[Records contained in a dataset]
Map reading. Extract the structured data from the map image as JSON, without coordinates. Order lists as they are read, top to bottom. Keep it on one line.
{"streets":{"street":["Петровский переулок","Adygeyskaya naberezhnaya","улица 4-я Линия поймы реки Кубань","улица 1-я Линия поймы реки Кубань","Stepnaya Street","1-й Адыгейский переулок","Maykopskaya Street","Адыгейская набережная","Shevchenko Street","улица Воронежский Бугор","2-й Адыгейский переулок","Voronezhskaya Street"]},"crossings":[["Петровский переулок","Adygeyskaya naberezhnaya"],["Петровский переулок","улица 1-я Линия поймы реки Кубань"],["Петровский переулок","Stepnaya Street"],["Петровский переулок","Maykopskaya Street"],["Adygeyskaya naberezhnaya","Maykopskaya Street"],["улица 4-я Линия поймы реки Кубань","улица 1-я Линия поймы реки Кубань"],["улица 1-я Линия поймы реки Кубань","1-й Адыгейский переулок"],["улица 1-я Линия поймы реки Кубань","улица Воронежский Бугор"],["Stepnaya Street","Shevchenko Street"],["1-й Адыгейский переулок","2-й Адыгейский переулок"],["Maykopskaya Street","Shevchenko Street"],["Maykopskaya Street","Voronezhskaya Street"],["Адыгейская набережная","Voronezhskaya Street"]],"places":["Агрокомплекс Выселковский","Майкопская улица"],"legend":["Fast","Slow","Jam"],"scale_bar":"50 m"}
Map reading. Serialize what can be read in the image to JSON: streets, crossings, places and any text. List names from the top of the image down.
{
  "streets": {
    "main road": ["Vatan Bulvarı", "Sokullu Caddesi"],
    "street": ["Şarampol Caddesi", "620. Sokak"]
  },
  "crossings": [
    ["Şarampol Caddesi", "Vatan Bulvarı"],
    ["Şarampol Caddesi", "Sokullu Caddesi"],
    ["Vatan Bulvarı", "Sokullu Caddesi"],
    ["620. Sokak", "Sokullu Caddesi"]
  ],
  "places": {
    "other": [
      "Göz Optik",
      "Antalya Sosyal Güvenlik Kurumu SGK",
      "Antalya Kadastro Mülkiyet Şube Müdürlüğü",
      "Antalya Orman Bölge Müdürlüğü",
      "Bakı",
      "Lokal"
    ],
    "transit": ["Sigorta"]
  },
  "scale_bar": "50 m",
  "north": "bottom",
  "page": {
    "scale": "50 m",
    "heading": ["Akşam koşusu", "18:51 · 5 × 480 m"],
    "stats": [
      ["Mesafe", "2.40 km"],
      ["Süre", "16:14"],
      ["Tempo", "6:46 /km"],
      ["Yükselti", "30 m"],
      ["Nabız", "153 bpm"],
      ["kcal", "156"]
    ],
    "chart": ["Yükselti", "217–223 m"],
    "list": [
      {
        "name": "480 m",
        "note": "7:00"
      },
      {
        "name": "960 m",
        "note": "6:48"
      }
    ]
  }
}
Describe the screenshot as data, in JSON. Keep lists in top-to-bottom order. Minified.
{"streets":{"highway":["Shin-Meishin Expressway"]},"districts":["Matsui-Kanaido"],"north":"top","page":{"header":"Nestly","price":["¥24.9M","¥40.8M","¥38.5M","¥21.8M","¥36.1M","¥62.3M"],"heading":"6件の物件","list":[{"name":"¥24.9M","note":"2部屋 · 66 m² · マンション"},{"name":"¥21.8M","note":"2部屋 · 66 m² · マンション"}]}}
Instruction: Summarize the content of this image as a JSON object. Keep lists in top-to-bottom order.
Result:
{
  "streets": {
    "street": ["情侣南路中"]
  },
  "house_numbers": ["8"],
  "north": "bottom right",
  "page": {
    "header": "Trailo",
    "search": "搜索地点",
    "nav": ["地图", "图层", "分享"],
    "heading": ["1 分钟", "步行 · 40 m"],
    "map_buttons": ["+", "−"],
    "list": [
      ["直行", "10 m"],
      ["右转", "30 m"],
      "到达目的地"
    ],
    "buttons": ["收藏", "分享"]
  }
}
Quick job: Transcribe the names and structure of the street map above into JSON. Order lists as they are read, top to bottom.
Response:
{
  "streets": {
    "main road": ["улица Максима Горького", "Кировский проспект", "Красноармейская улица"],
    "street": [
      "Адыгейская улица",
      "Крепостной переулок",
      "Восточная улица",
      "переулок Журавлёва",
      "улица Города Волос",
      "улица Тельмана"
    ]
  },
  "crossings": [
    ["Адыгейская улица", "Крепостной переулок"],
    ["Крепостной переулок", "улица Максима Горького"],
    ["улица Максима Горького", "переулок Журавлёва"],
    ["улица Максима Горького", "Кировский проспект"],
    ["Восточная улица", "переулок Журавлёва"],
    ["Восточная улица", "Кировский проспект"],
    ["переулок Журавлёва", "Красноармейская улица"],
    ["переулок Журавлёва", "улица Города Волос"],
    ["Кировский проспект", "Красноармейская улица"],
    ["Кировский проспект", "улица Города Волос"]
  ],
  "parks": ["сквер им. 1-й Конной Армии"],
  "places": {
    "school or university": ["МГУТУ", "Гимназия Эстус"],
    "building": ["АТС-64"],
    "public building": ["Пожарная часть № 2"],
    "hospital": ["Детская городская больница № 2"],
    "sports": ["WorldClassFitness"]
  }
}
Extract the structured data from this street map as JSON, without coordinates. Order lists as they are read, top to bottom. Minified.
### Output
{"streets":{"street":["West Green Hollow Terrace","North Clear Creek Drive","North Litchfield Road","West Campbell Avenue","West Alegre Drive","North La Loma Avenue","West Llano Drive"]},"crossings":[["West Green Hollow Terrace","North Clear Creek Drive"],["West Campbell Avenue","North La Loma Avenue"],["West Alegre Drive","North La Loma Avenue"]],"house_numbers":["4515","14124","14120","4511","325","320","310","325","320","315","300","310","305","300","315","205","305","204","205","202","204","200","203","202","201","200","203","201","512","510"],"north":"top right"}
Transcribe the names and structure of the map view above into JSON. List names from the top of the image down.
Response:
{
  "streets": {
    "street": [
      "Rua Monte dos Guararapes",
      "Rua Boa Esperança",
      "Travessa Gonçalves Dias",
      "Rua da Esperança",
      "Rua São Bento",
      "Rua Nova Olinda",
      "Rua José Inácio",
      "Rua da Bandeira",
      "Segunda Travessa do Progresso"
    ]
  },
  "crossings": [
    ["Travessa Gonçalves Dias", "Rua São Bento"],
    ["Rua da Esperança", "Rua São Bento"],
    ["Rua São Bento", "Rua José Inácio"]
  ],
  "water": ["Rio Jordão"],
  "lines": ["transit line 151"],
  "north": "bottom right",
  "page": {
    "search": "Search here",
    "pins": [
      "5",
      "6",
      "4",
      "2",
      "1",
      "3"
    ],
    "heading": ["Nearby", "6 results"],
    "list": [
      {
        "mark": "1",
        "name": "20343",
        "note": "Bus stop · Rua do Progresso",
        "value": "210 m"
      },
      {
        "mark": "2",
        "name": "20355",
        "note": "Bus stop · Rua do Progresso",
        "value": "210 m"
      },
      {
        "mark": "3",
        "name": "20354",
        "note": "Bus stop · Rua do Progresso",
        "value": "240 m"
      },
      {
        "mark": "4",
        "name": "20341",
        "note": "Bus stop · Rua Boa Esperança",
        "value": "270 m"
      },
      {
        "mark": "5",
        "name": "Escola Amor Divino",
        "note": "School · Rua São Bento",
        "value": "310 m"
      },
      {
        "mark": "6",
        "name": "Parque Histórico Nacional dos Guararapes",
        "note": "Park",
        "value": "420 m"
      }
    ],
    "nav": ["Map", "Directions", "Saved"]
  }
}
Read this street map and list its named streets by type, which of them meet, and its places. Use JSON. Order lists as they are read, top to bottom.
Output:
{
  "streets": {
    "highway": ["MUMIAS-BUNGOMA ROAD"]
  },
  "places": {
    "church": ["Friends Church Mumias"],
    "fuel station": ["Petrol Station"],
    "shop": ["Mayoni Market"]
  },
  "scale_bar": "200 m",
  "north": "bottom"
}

Task item
Where the word "coordinates" occurs in a line of the records, copy that line.

Reply to the exercise
Map reading. Extract the structured data from the map image as JSON, without coordinates. Order lists as they are read, top to bottom. Keep it on one line.
Extract the structured data from this street map as JSON, without coordinates. Order lists as they are read, top to bottom. Minified.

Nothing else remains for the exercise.